Aim of the exercise: Write out every line of the data below exactly as given.

Given data:
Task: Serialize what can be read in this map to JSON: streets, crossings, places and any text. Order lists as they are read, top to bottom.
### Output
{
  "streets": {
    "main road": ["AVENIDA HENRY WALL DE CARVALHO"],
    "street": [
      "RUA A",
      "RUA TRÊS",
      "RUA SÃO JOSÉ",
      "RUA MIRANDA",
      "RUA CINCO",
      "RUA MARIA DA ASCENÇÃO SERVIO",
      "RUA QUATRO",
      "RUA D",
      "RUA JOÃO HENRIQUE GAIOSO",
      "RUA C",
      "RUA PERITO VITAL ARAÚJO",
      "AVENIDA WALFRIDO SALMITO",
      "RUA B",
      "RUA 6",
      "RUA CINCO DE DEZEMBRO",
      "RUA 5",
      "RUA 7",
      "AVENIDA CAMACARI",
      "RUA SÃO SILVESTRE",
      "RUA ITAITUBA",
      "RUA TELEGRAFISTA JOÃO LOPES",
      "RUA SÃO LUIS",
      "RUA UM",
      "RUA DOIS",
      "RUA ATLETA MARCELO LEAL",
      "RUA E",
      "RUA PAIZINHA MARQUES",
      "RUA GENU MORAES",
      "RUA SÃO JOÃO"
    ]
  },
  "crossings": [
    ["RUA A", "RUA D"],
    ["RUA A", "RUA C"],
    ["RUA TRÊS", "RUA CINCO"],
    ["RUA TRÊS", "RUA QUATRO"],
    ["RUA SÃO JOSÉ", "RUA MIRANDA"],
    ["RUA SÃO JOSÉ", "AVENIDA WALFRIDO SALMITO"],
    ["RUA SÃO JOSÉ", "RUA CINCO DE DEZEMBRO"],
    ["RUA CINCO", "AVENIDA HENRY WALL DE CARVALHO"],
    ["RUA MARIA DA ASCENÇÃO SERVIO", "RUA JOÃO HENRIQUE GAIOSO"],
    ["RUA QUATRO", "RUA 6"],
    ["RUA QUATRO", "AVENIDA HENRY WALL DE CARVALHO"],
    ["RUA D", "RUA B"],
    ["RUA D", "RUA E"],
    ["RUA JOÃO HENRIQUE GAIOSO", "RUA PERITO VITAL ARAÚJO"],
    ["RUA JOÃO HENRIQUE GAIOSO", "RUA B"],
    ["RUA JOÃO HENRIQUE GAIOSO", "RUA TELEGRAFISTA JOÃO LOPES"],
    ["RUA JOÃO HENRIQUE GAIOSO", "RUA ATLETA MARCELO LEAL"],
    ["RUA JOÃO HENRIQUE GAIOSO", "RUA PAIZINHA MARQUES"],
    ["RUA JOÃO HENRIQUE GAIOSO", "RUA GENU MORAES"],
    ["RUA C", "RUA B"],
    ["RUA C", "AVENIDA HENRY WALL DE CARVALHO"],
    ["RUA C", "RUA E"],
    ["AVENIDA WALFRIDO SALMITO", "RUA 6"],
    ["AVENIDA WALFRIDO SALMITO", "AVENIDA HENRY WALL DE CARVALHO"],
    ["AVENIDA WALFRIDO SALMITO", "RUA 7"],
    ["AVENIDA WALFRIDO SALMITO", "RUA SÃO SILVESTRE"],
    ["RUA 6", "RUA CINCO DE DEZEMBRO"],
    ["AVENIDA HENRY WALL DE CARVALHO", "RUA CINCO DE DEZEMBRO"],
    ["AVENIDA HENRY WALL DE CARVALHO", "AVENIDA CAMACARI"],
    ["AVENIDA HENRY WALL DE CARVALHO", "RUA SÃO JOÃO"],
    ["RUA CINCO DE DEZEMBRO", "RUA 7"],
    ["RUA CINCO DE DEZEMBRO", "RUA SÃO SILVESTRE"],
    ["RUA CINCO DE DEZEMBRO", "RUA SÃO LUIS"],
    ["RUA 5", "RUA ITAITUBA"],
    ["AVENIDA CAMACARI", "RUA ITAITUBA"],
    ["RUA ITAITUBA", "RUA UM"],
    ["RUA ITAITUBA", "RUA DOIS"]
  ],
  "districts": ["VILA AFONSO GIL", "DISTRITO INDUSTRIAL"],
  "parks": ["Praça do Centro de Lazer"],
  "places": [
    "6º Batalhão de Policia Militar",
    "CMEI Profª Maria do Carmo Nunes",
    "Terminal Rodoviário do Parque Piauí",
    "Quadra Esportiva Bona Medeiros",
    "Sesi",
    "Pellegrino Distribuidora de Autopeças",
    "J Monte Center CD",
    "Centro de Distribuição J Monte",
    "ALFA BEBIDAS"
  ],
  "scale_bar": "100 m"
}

Exercise result:
Task: Serialize what can be read in this map to JSON: streets, crossings, places and any text. Order lists as they are read, top to bottom.
### Output
{
  "streets": {
    "main road": ["AVENIDA HENRY WALL DE CARVALHO"],
    "street": [
      "RUA A",
      "RUA TRÊS",
      "RUA SÃO JOSÉ",
      "RUA MIRANDA",
      "RUA CINCO",
      "RUA MARIA DA ASCENÇÃO SERVIO",
      "RUA QUATRO",
      "RUA D",
      "RUA JOÃO HENRIQUE GAIOSO",
      "RUA C",
      "RUA PERITO VITAL ARAÚJO",
      "AVENIDA WALFRIDO SALMITO",
      "RUA B",
      "RUA 6",
      "RUA CINCO DE DEZEMBRO",
      "RUA 5",
      "RUA 7",
      "AVENIDA CAMACARI",
      "RUA SÃO SILVESTRE",
      "RUA ITAITUBA",
      "RUA TELEGRAFISTA JOÃO LOPES",
      "RUA SÃO LUIS",
      "RUA UM",
      "RUA DOIS",
      "RUA ATLETA MARCELO LEAL",
      "RUA E",
      "RUA PAIZINHA MARQUES",
      "RUA GENU MORAES",
      "RUA SÃO JOÃO"
    ]
  },
  "crossings": [
    ["RUA A", "RUA D"],
    ["RUA A", "RUA C"],
    ["RUA TRÊS", "RUA CINCO"],
    ["RUA TRÊS", "RUA QUATRO"],
    ["RUA SÃO JOSÉ", "RUA MIRANDA"],
    ["RUA SÃO JOSÉ", "AVENIDA WALFRIDO SALMITO"],
    ["RUA SÃO JOSÉ", "RUA CINCO DE DEZEMBRO"],
    ["RUA CINCO", "AVENIDA HENRY WALL DE CARVALHO"],
    ["RUA MARIA DA ASCENÇÃO SERVIO", "RUA JOÃO HENRIQUE GAIOSO"],
    ["RUA QUATRO", "RUA 6"],
    ["RUA QUATRO", "AVENIDA HENRY WALL DE CARVALHO"],
    ["RUA D", "RUA B"],
    ["RUA D", "RUA E"],
    ["RUA JOÃO HENRIQUE GAIOSO", "RUA PERITO VITAL ARAÚJO"],
    ["RUA JOÃO HENRIQUE GAIOSO", "RUA B"],
    ["RUA JOÃO HENRIQUE GAIOSO", "RUA TELEGRAFISTA JOÃO LOPES"],
    ["RUA JOÃO HENRIQUE GAIOSO", "RUA ATLETA MARCELO LEAL"],
    ["RUA JOÃO HENRIQUE GAIOSO", "RUA PAIZINHA MARQUES"],
    ["RUA JOÃO HENRIQUE GAIOSO", "RUA GENU MORAES"],
    ["RUA C", "RUA B"],
    ["RUA C", "AVENIDA HENRY WALL DE CARVALHO"],
    ["RUA C", "RUA E"],
    ["AVENIDA WALFRIDO SALMITO", "RUA 6"],
    ["AVENIDA WALFRIDO SALMITO", "AVENIDA HENRY WALL DE CARVALHO"],
    ["AVENIDA WALFRIDO SALMITO", "RUA 7"],
    ["AVENIDA WALFRIDO SALMITO", "RUA SÃO SILVESTRE"],
    ["RUA 6", "RUA CINCO DE DEZEMBRO"],
    ["AVENIDA HENRY WALL DE CARVALHO", "RUA CINCO DE DEZEMBRO"],
    ["AVENIDA HENRY WALL DE CARVALHO", "AVENIDA CAMACARI"],
    ["AVENIDA HENRY WALL DE CARVALHO", "RUA SÃO JOÃO"],
    ["RUA CINCO DE DEZEMBRO", "RUA 7"],
    ["RUA CINCO DE DEZEMBRO", "RUA SÃO SILVESTRE"],
    ["RUA CINCO DE DEZEMBRO", "RUA SÃO LUIS"],
    ["RUA 5", "RUA ITAITUBA"],
    ["AVENIDA CAMACARI", "RUA ITAITUBA"],
    ["RUA ITAITUBA", "RUA UM"],
    ["RUA ITAITUBA", "RUA DOIS"]
  ],
  "districts": ["VILA AFONSO GIL", "DISTRITO INDUSTRIAL"],
  "parks": ["Praça do Centro de Lazer"],
  "places": [
    "6º Batalhão de Policia Militar",
    "CMEI Profª Maria do Carmo Nunes",
    "Terminal Rodoviário do Parque Piauí",
    "Quadra Esportiva Bona Medeiros",
    "Sesi",
    "Pellegrino Distribuidora de Autopeças",
    "J Monte Center CD",
    "Centro de Distribuição J Monte",
    "ALFA BEBIDAS"
  ],
  "scale_bar": "100 m"
}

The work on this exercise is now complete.